"NKRI Harga Mati". Sebaris kalimat itu terpampang di tugu perbatasan Garuda Perkasa yang berdiri kokoh di Pulau Sebatik, Kabupaten Nunukan, Kalimantan Utara.
Tugu yang terletak di Desa Aji Kuning, Kecamatan Sebatik, itu menjadi tapal batas wilayah Indonesia-Malaysia.
Slogan sarat makna itu mengandung arti mendalam menyangkut sebuah keteguhan memegang prinsip atas kedaulatan Negara Kesatuan Republik Indonesia (NKRI).
Dalam konteks pengamanan wilayah perbatasan semboyan itu menjadi sangat penting, karena Sebatik merupakan salah satu pulau terluar NKRI dan menjadi pintu gerbang Indonesia di wilayah Kalimantan Utara yang berbatasan langsung dengan negeri Sabah, Malaysia.
Pulau Sebatik terbagi dua. Di bagian utara seluas 187,23 kilimeter persegi masuk wilayah negara bagian Sabah, Malaysia, sedang bagian selatan seluas 246.61 kilometer persegi menjadi bagian dari Kabupaten Nunukan, Provinsi Kalimantan Utara.
Pulau yang merupakan beranda depan NKRI itu membutuhkan perhatian serius Pemerintah Indonesia, terutama TNI dan Polri dalam pengamanan, karena wilayah di ujung negeri ini kerap terjadi berbagai pelanggaran.
Di wilayah itu juga sering terjadi kejahatan lintas negara, seperti penyelundupan narkoba dan berbagai jenis barang terlarang lainnya.
Kekhawatiran akan lunturnya rasa nasionalisme yang berdampak terhadap keutuhan NKRI juga menjadi persoalan lain di wilayah perbatasan itu.

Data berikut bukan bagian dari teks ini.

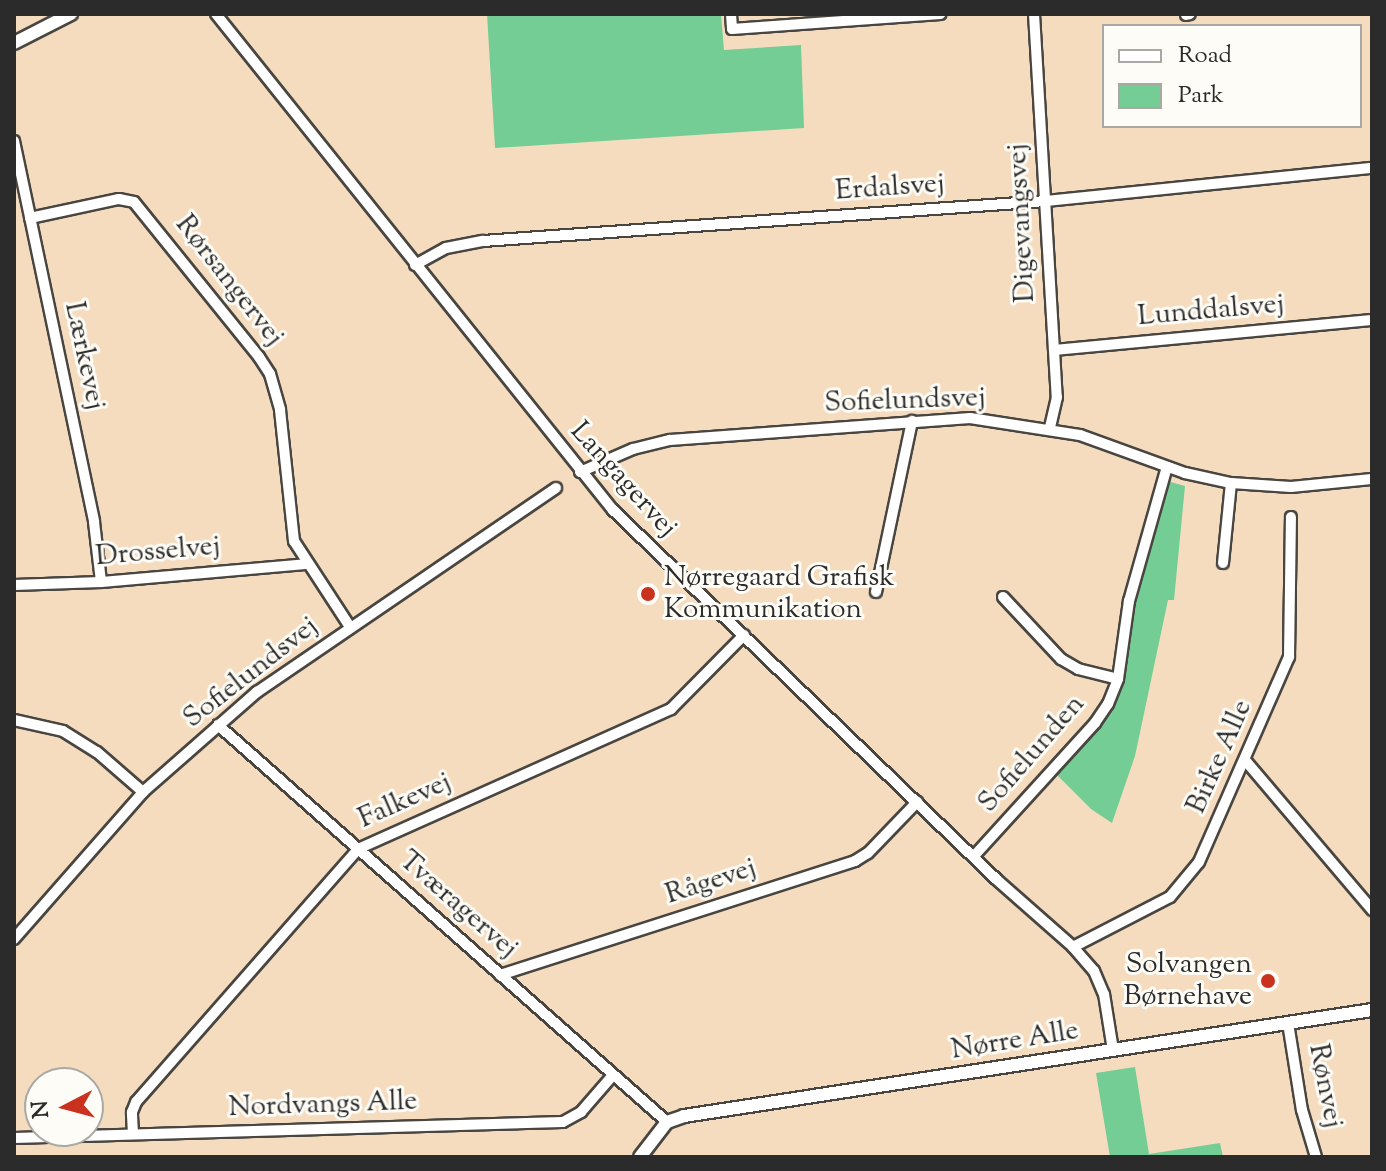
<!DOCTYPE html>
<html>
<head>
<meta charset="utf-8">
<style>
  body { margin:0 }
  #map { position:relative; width:1386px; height:1171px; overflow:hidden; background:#f5dcbf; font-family:"Sorts Mill Goudy",serif }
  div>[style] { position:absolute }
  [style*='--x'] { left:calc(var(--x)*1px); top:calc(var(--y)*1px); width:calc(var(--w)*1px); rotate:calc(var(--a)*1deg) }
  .green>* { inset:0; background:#74cd94 }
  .roads { filter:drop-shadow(2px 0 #494641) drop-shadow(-2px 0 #494641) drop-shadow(0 2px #494641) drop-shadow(0 -2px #494641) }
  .minor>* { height:10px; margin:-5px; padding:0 5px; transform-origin:5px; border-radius:5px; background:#fff }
  .tertiary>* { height:12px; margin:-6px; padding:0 6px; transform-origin:6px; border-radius:6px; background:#fff }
  .dots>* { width:22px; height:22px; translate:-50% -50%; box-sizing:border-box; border:4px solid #fdfcf7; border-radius:50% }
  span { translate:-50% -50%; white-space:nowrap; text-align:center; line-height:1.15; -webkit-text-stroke:6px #fdfcf7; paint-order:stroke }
  .street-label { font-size:28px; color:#2b2b2b }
  .poi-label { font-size:28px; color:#2b2b2b }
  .left { translate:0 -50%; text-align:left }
  .right { translate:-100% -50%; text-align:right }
  .frame { position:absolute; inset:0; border:16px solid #2b2b2b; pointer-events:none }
  .legend { position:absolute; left:1102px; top:24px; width:260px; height:104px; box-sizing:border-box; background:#fdfcf7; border:2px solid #a9a8a5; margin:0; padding:10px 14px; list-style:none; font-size:24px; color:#2b2b2b }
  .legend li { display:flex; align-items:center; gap:16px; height:40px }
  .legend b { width:40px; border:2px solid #a9a8a5 }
  .north { position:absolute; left:24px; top:1067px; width:80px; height:80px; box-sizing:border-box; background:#fdfcf7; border:2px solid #a9a8a5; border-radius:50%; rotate:264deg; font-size:22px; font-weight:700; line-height:32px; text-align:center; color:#2b2b2b }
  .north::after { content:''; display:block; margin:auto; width:28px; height:36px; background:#c8321e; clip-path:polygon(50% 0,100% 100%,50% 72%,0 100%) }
</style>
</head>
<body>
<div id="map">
  <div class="green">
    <i style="clip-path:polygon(487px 14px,721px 14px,724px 50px,801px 45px,804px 128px,495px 148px)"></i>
    <i style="clip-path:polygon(1167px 481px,1185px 486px,1174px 600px,1168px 600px,1135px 756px,1112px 823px,1091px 809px,1056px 774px,1101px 725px,1118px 694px,1133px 604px)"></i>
    <i style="clip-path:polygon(1135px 1067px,1149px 1154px,1220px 1143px,1223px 1157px,1110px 1157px,1096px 1073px)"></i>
  </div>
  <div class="roads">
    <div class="minor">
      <i style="--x:216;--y:14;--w:635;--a:51.33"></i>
      <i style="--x:613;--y:510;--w:532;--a:43.93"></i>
      <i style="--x:996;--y:879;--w:103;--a:41.4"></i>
      <i style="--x:1073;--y:947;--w:32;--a:49"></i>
      <i style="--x:1094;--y:971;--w:25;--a:67"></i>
      <i style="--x:1104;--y:994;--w:57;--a:80.9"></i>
      <i style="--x:731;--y:14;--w:15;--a:86"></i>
      <i style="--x:732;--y:29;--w:209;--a:-4.1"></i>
      <i style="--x:1034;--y:14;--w:384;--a:86.6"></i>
      <i style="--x:1057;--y:397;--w:32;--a:103"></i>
      <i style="--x:1186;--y:15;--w:4;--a:-14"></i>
      <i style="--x:14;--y:141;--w:389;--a:78.1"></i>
      <i style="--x:94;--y:522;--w:60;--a:83.3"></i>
      <i style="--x:30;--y:218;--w:91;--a:-12.1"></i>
      <i style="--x:119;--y:199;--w:15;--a:11"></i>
      <i style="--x:134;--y:202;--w:199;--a:51.1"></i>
      <i style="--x:259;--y:357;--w:20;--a:57"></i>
      <i style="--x:270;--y:374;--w:37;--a:74"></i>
      <i style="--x:280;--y:410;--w:132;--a:83.9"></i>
      <i style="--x:294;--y:541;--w:103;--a:56.9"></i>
      <i style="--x:415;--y:265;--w:35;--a:-29"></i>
      <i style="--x:446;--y:248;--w:38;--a:-11"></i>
      <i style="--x:483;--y:241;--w:564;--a:-4.06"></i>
      <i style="--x:1046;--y:201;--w:328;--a:-5.8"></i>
      <i style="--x:1054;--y:350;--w:319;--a:-5.4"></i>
      <i style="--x:580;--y:472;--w:58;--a:-23.5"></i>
      <i style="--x:633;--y:449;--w:38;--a:-14"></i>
      <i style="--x:670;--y:440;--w:301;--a:-4.2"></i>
      <i style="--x:970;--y:418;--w:111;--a:8.8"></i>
      <i style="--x:1080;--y:435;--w:112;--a:19.9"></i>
      <i style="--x:1185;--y:473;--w:47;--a:12.3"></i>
      <i style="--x:1231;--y:483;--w:60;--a:3.8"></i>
      <i style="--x:1291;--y:487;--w:81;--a:-5.6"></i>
      <i style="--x:1223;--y:563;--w:80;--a:-84.3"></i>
      <i style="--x:14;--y:585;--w:87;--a:-2"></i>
      <i style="--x:101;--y:582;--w:206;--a:-5"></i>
      <i style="--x:876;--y:592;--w:175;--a:-78.1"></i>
      <i style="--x:1003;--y:597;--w:85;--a:46.9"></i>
      <i style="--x:1061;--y:659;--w:20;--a:30"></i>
      <i style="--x:1078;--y:669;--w:41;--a:14"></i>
      <i style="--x:14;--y:720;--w:50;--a:12.7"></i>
      <i style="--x:63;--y:731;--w:40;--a:32"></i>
      <i style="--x:97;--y:752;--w:61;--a:41"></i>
      <i style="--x:218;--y:725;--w:599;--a:41.48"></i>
      <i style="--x:1245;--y:760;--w:197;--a:49.7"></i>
      <i style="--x:974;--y:856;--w:180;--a:-47.7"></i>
      <i style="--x:1095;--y:723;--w:23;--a:-56"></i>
      <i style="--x:1108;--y:704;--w:27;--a:-68"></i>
      <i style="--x:1118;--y:679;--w:79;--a:-82"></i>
      <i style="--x:1129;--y:601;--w:139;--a:-74.2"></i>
      <i style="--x:14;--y:939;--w:196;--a:-48.7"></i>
      <i style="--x:143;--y:792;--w:152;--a:-41.3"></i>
      <i style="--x:257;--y:692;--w:362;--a:-34.3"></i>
      <i style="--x:1073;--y:947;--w:109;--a:-27.3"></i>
      <i style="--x:1170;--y:897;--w:45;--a:-50.4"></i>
      <i style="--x:1199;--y:862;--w:224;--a:-66.3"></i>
      <i style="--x:1289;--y:657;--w:140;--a:-89.2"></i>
      <i style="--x:500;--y:975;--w:373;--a:-17.8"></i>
      <i style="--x:855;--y:861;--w:15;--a:-32"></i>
      <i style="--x:868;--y:853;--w:71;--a:-46.1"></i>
      <i style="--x:1288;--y:1023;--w:88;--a:80.9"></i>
      <i style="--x:1302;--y:1110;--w:49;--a:73.4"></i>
      <i style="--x:133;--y:1134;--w:22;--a:-93"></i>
      <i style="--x:132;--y:1112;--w:11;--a:-68"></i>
      <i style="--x:136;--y:1102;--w:337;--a:-48.7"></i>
      <i style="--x:358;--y:849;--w:343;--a:-24.1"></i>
      <i style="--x:671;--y:709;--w:104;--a:-45.4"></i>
      <i style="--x:14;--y:1138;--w:549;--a:-1.67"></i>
      <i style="--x:563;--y:1122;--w:21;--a:-29"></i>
      <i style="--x:581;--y:1112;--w:49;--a:-49.1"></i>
    </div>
    <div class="tertiary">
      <i style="--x:14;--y:43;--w:64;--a:-27"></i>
      <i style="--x:640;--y:1157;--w:44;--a:-52.4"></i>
      <i style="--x:667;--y:1122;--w:18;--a:-19"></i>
      <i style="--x:684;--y:1116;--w:696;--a:-8.76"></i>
    </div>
  </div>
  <div class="dots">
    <i style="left:648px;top:594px;background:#c8321e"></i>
    <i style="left:1268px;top:981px;background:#c8321e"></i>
  </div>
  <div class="street-label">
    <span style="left:890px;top:188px;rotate:-4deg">Erdalsvej</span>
    <span style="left:1022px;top:223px;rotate:-93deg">Digevangsvej</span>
    <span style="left:229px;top:281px;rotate:52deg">Rørsangervej</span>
    <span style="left:1211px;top:311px;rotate:-5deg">Lunddalsvej</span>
    <span style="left:84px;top:356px;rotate:78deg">Lærkevej</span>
    <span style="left:905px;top:401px;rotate:-2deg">Sofielundsvej</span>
    <span style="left:623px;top:480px;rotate:48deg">Langagervej</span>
    <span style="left:158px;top:552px;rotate:-5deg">Drosselvej</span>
    <span style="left:251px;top:673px;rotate:-38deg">Sofielundsvej</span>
    <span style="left:1032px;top:754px;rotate:-49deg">Sofielunden</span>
    <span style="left:1220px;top:757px;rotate:-66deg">Birke Alle</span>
    <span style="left:405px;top:801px;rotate:-24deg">Falkevej</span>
    <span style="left:711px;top:882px;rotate:-18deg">Rågevej</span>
    <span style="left:458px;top:905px;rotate:41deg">Tværagervej</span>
    <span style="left:1015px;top:1041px;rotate:-9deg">Nørre Alle</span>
    <span style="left:1325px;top:1086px;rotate:79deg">Rønvej</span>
    <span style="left:323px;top:1105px;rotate:-2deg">Nordvangs Alle</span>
  </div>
  <div class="poi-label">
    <span class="left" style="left:664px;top:594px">Nørregaard Grafisk<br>Kommunikation</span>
    <span class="right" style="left:1252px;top:981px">Solvangen<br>Børnehave</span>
  </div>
  <div class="frame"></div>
  <ul class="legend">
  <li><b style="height:10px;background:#fff"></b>Road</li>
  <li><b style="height:22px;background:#74cd94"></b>Park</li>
  </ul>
  <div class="north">N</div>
</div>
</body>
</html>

Pelanggaran batas wilayah udara di Pulau Sebatik itu juga memunculkan kekhawatiran, karena akan mengancam kedaulatan NKRI. Di Kabupaten Nunukan seringkali dimasuki pesawat-pesawat udara Malaysia.
Markas Besar (Mabes) TNI AU mengakui wilayah batas udara Indonesia-Malaysia di Kabupaten Nunukan rawan terjadi pelanggaran batas udara.
Asisten Operasi Kepala Staf TNI AU Marsekal Muda Sudipo Handoyo mengungkapkan pihaknya seringkali mendapatkan laporan bahwa perbatasan wilayah udara di Kabupaten Nunukan seringkali dimasuki pesawat-pesawat udara Malaysia.
Radar Pemantau
Dalam kaitan itu, kata Sudipo, demi menjaga keamanan dan kedaulatan udara NKRI, TNI AU langsung menindaklanjuti dengan membangun radar pemantau yang bersifat mobile yang diharapkan dapat memagari wilayah udara Indonesia.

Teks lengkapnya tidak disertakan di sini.